After affirming that it had original jurisdiction over the taxpayers’ challenge, the Court determined that the Margins Tax is valid on its face. The Court held that the imposition of the Margins Tax on partnerships is not equivalent to the imposition of a net income tax on natural persons. The Court relied heavily on the “entity theory” of partnership law, reasoning that the State of Texas treats partnerships as legal entities separate from their individual partners. Because the Margins Tax is imposed on the partnership entity before partnership profits have been distributed to the individual partners, it does not violate the Bullock Amendment. The Court did not accept the taxpayers’ theory that allocation of partnership profits to natural persons, prior to distribution, resulted in net income to those persons for purposes of the Bullock Amendment.

Finally, the Court declined to accept jurisdiction over additional constitutional claims relating to the Comptroller’s administration of the Margins Tax. The Court concluded that, although the Legislature had empowered it to determine the facial constitutionality of the tax, other provisions of the Tax Code vested exclusive jurisdiction in the district courts of Travis County to determine whether the Comptroller was administering the tax in an equal and uniform fashion.

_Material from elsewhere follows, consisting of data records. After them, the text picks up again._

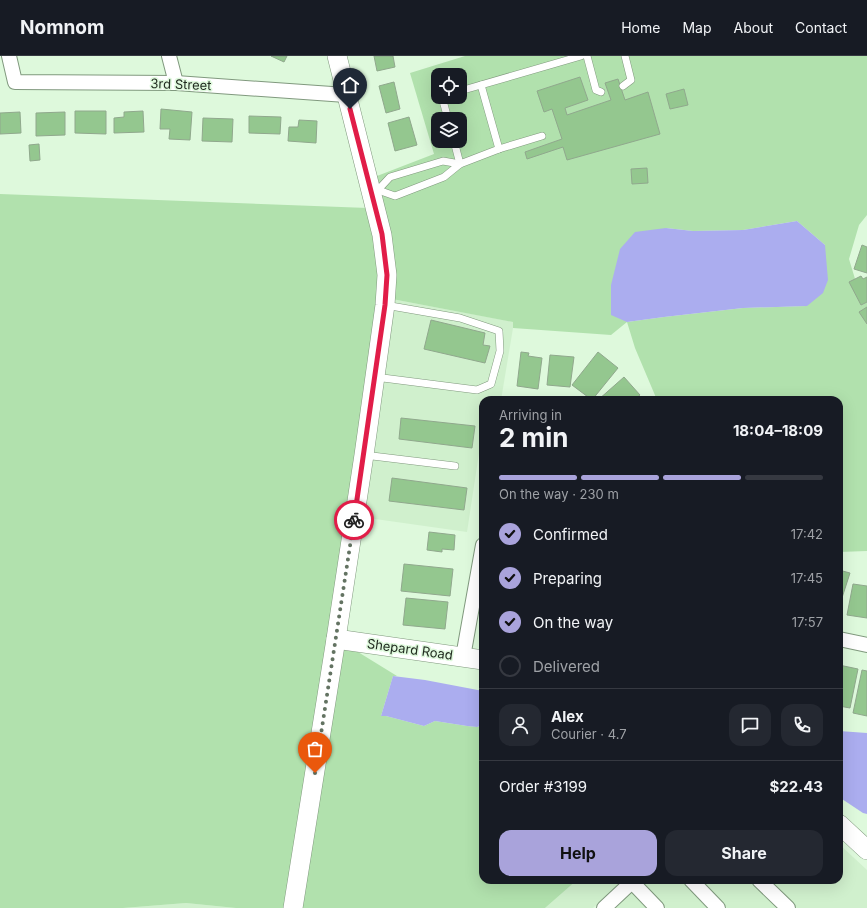 <!DOCTYPE html>
<html lang="en">
<head>
<meta charset="utf-8">
<style>
  :root { --surface:#171b24; --page:#242831; --text:#f1f3f6; --muted:#9ea1a6; --line:#363941; --accent:#a9a3db }
  body { margin:0; font-family:Inter,sans-serif; background:var(--page); color:var(--text); height:100vh; display:flex; flex-direction:column; font-size:15px; white-space:nowrap }
  * { box-sizing:border-box; margin:0 }
  p { font-size:13px; color:var(--muted) }
  .icon { flex:none; width:22px; height:22px; fill:none; stroke:currentColor; stroke-width:2; stroke-linecap:round; stroke-linejoin:round }
  .map { position:relative; flex:1; overflow:hidden }
  .panel { position:absolute; left:479px; top:340px; width:364px; height:488px; display:flex; flex-direction:column; background:var(--surface); border-radius:12px; box-shadow:0 4px 16px #0002 }
  .panel>* { flex:none }
  .tools { position:absolute; left:431px; top:12px; display:grid; gap:8px }
  .tools a { display:grid; place-items:center; width:36px; height:36px; border-radius:8px; background:var(--surface); box-shadow:0 4px 16px #0002; font-size:20px }
  .pin { position:absolute; display:grid; place-items:center; width:34px; height:34px; color:#fff; margin:-41px -17px; border-radius:50% 50% 50% 0; rotate:-45deg; box-shadow:0 0 4px #0007 }
  .pin .icon { rotate:45deg }
  .courier { position:absolute; display:grid; place-items:center; width:40px; height:40px; margin:-20px; border:3px solid #e11d48; border-radius:50%; background:#fff; color:#222; box-shadow:0 1px 5px #0007 }
  .overview em { font-style:normal; font-weight:700 }
  .overview div { display:flex; flex-direction:column-reverse }
  .overview { display:flex; align-items:center; justify-content:space-between; height:68px; padding:0 20px }
  h1 { font-size:26px; font-weight:700; line-height:30px }
  .bar { display:grid; grid-template-columns:repeat(4,1fr); gap:6px 4px; align-content:center; height:48px; padding:0 20px }
  .bar i { height:5px; border-radius:3px; background:var(--line) }
  .bar .selected { background:var(--accent) }
  .bar p { grid-column:span 4 }
  .line { display:flex; align-items:center; gap:10px; padding:0 20px; border-top:1px solid var(--line) }
  .line div { flex:1 }
  .round { display:grid; place-items:center; flex:none; width:42px; height:42px; border-radius:12px; background:var(--page) }
  ol { padding:0 20px; list-style:none }
  li { display:flex; align-items:center; gap:12px; height:44px }
  li p { margin-inline-start:auto }
  li .icon { padding:4px; border-radius:50%; background:var(--accent); color:#111; stroke-width:4 }
  li:last-child { color:var(--muted) }
  li i { width:22px; height:22px; border:2px solid var(--line); border-radius:50% }
  .action { display:flex; gap:8px; margin-top:auto; padding:8px 20px }
  .action a { flex:1; height:46px; border-radius:12px; background:var(--accent); color:#111; font-size:16px; font-weight:700; line-height:46px; text-align:center }
  .action a+a { background:var(--page); color:var(--text) }
  header { display:flex; align-items:center; gap:24px; box-sizing:border-box; height:56px; padding:0 20px; background:var(--surface); border-bottom:1px solid var(--line) }
  header strong { font-size:19px }
  nav { display:flex; gap:22px; margin-inline-start:auto; font-size:14px }
  .map>svg:first-child { display:block }
  .built { fill:#d0f0cd }
  .green { fill:#b1e1ad; fill-rule:evenodd }
  .water { fill:#abadef }
  .building { fill:#94c78f; stroke:#90a88d }
  .lines { fill:none; stroke-linecap:round; stroke-linejoin:round }
  .lane-casing { stroke:#80997e; stroke-width:8 }
  .street-casing { stroke:#80997e; stroke-width:16 }
  .secondary-casing { stroke:#80997e; stroke-width:20 }
  .lane { stroke:#fff; stroke-width:7 }
  .street { stroke:#fff; stroke-width:14 }
  .secondary { stroke:#fff; stroke-width:19 }
  .done { stroke:#637362; stroke-width:4; stroke-dasharray:0 7.2 }
  .route { stroke:#e11d48; stroke-width:5 }
  .labels { text-anchor:middle; dominant-baseline:central; stroke-width:3; stroke-linejoin:round; paint-order:stroke }
  .street-label { font-size:13px; fill:#212b20; stroke:#def9dc }
</style>
</head>
<body>
<header>
<strong>Nomnom</strong>
<nav><a>Home</a><a>Map</a><a>About</a><a>Contact</a></nav>
</header>
<div class="map">
<svg width="867" height="852" viewBox="0 0 867 852">
  <rect width="100%" height="100%" fill="#def9dc"/>
  <!-- built -->
  <g class="built">
    <polygon points="392,243 514,266 501,344 483,344 483,371 467,476 361,461"/>
    <polygon points="839,788 867,814 867,852 797,852 768,824 839,824"/>
    <polygon points="577,824 623,824 593,852 545,852"/>
    <polygon points="645,824 682,824 709,852 666,852 641,827"/>
    <polygon points="699,824 751,824 779,852 727,852"/>
    <polygon points="632,835 649,852 614,852"/>
    <polygon points="186,847 236,852 123,852"/>
  </g>
  <!-- green -->
  <g class="green">
    <path d="M465,0H867V159L859,169L849,203L859,236L867,243V495L839,496V344H657L635,292L627,266L611,279L513,272V266L392,243L377,120L434,98L410,17ZM438,19H460V41H438ZM438,63H460V85H438ZM797,165L825,189V200L806,250L743,252L664,261L627,266L666,172L693,175L743,174Z"/>
    <polygon points="0,138 368,152 380,218 378,247 286,852 236,852 186,847 123,852 0,852"/>
    <polygon points="342,590 358,596 397,620 393,620 381,660 386,660 424,670 435,665 467,670 477,671 483,669 483,824 577,824 545,852 300,852"/>
  </g>
  <!-- water -->
  <g class="water">
    <polygon points="797,165 825,189 828,224 823,237 807,250 743,252 664,261 627,266 611,259 611,229 620,193 635,176 666,172 693,175 743,174"/>
    <polygon points="393,620 425,624 483,635 483,669 477,671 467,670 435,665 424,670 386,660 381,660"/>
    <polygon points="839,675 867,677 867,758 863,757 839,741"/>
  </g>
  <!-- building -->
  <g class="building">
    <polygon points="271,0 287,0 284,6"/>
    <polygon points="374,0 393,0 395,11 377,15"/>
    <polygon points="580,21 588,44 565,52 567,59 611,44 605,27 618,23 625,44 648,36 660,78 567,104 563,91 527,103 525,96 562,83 552,53 544,56 537,35"/>
    <polygon points="394,26 400,53 386,57 379,30"/>
    <polygon points="684,33 688,49 670,53 666,38"/>
    <polygon points="161,53 192,56 190,84 169,83 170,73 160,73"/>
    <polygon points="75,55 106,55 106,78 75,77"/>
    <polygon points="143,55 144,76 114,77 114,62 124,61 124,56"/>
    <polygon points="20,56 21,77 0,78 0,57"/>
    <polygon points="65,56 65,79 36,80 36,57"/>
    <polygon points="249,60 281,61 280,78 249,77"/>
    <polygon points="409,61 417,89 395,95 388,67"/>
    <polygon points="203,62 233,63 232,86 202,85"/>
    <polygon points="299,64 317,65 316,87 288,85 289,71 298,71"/>
    <polygon points="39,88 40,104 30,105 29,89"/>
    <polygon points="647,112 648,127 632,128 631,113"/>
    <polygon points="862,189 867,191 867,217 854,213"/>
    <polygon points="861,220 863,223 867,221 867,246 861,249 849,226"/>
    <polygon points="867,251 867,268 859,256"/>
    <polygon points="431,264 485,277 483,289 490,290 485,307 424,293"/>
    <polygon points="521,296 529,297 528,300 542,302 538,333 517,330"/>
    <polygon points="598,296 618,312 592,344 572,329"/>
    <polygon points="550,299 574,301 570,331 547,329"/>
    <polygon points="624,321 640,339 634,344 598,344"/>
    <polygon points="401,362 475,370 472,392 399,383"/>
    <polygon points="392,422 467,432 464,454 389,445"/>
    <polygon points="429,476 455,479 454,494 442,493 442,496 427,494"/>
    <polygon points="404,508 453,513 450,540 401,535"/>
    <polygon points="839,514 850,517 839,551"/>
    <polygon points="853,528 867,530 867,562 847,559"/>
    <polygon points="406,542 448,546 445,573 403,569"/>
    <polygon points="839,609 858,613 850,652 839,650"/>
    <polygon points="862,614 867,615 867,660 853,657"/>
  </g>
  <g class="lines">
    <!-- lane casing -->
    <g class="lane-casing">
      <g id="lane">
        <polyline points="587,0 596,34 601,36"/>
        <polyline points="481,29 499,93"/>
        <polyline points="623,30 631,24 625,0"/>
        <polyline points="460,35 581,0"/>
        <polyline points="442,41 448,63"/>
        <polyline points="454,85 460,108 499,93 542,80"/>
        <polyline points="371,136 378,134 390,121 443,105 460,108 444,121 395,140 378,134"/>
        <polyline points="375,321 477,334 491,328 500,295 499,275 460,262 385,249"/>
        <polyline points="364,399 455,410"/>
      </g>
    </g>
    <!-- street casing -->
    <g class="street-casing">
      <g id="street">
        <polyline points="9,0 15,26 176,27 346,39"/>
        <polyline points="169,0 176,27"/>
        <polyline points="839,583 867,589"/>
        <polyline points="463,601 483,489"/>
        <polyline points="691,824 718,852"/>
        <polyline points="759,824 788,852"/>
        <polyline points="632,826 657,852"/>
        <polyline points="604,852 634,824"/>
      </g>
    </g>
    <!-- secondary casing -->
    <g class="secondary-casing">
      <g id="secondary">
        <polyline points="336,583 483,604"/>
        <polyline points="839,768 867,794"/>
        <polyline points="293,852 336,583 364,399 385,249 387,219 382,179 337,0"/>
      </g>
    </g>
    <!-- lane -->
    <use href="#lane" class="lane"/>
    <!-- street -->
    <use href="#street" class="street"/>
    <!-- secondary -->
    <use href="#secondary" class="secondary"/>
  </g>
  <g class="lines">
    <!-- done -->
    <polyline class="done" points="315,717 354,464"/>
    <!-- route -->
    <polyline class="route" points="350,53 382,178 387,219 385,249 354,464"/>
  </g>
  <g class="labels">
    <!-- street labels -->
    <g class="street-label">
      <text transform="translate(181 28) rotate(2)">3rd Street</text>
      <text transform="translate(410 593) rotate(8)">Shepard Road</text>
    </g>
  </g>
</svg>
<div class="tools">
<a><svg class="icon" aria-label="locate" viewBox="0 0 24 24"><circle cx="12" cy="12" r="6"/><path d="M12 2v4M12 18v4M2 12h4M18 12h4"/></svg></a>
<a><svg class="icon" aria-label="layers" viewBox="0 0 24 24"><path d="M12 4l9 5-9 5-9-5zM3 14l9 5 9-5"/></svg></a>
</div>
<div class="pin" style="left:315px;top:717px;background:#ea580c"><svg class="icon" aria-label="bag" viewBox="0 0 24 24"><path d="M5 8h14l-1 12H6zM9 8a3 3 0 0 1 6 0"/></svg></div>
<div class="pin" style="left:350px;top:53px;background:#1f2937"><svg class="icon" aria-label="home" viewBox="0 0 24 24"><path d="M3 11l9-7 9 7M6 9v11h12V9"/></svg></div>
<div class="courier" style="left:354px;top:464px"><svg class="icon" aria-label="bike" viewBox="0 0 24 24"><circle cx="6" cy="16" r="4"/><circle cx="18" cy="16" r="4"/><path d="M6 16l4-8h5l3 8M10 8l3 8H6M13 5h3"/></svg></div>
<section class="panel">
<div class="overview"><div><h1>2 min</h1><p>Arriving in</p></div><em>18:04–18:09</em></div>
<div class="bar"><i class="selected"></i><i class="selected"></i><i class="selected"></i><i></i><p>On the way · 230 m</p></div>
<ol>
<li><svg class="icon" aria-label="check" viewBox="0 0 24 24"><path d="M5 12l5 5 9-10"/></svg>Confirmed<p>17:42</p></li>
<li><svg class="icon" aria-label="check" viewBox="0 0 24 24"><path d="M5 12l5 5 9-10"/></svg>Preparing<p>17:45</p></li>
<li><svg class="icon" aria-label="check" viewBox="0 0 24 24"><path d="M5 12l5 5 9-10"/></svg>On the way<p>17:57</p></li>
<li><i></i>Delivered</li>
</ol>
<div class="line" style="height:72px"><a class="round"><svg class="icon" aria-label="person" viewBox="0 0 24 24"><circle cx="12" cy="8" r="4"/><path d="M4 21q1-7 8-7t8 7"/></svg></a><div><b>Alex</b><p>Courier · 4.7</p></div><a class="round"><svg class="icon" aria-label="chat" viewBox="0 0 24 24"><path d="M4 5h16v11H9l-5 4z"/></svg></a><a class="round"><svg class="icon" aria-label="phone" viewBox="0 0 24 24"><path d="M5 4h4l2 5-3 2q2 4 5 5l2-3 5 2v4C11 20 4 13 5 4z"/></svg></a></div>
<div class="line" style="height:52px"><div>Order #3199</div><b>$22.43</b></div>
<div class="action"><a>Help</a><a>Share</a></div>
</section>
</div>
</body>
</html>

The taxpayers are entitled to request a rehearing from the Court. In addition, their concurrent lawsuit remains pending in the Travis County District Court challenging the Comptroller’s administration, enforcement, and collection of the Margins Tax. A similar pending case, In Re: Nestle USA, Inc., No. 11-0855 (Tex.), will likely be resolved in the same manner as Allcat, meaning Nestle USA, Inc.’s claims regarding the facial constitutionality of the Margins Tax will be overruled, and its remaining claims regarding the administration of the tax will have to be tried in the lower courts.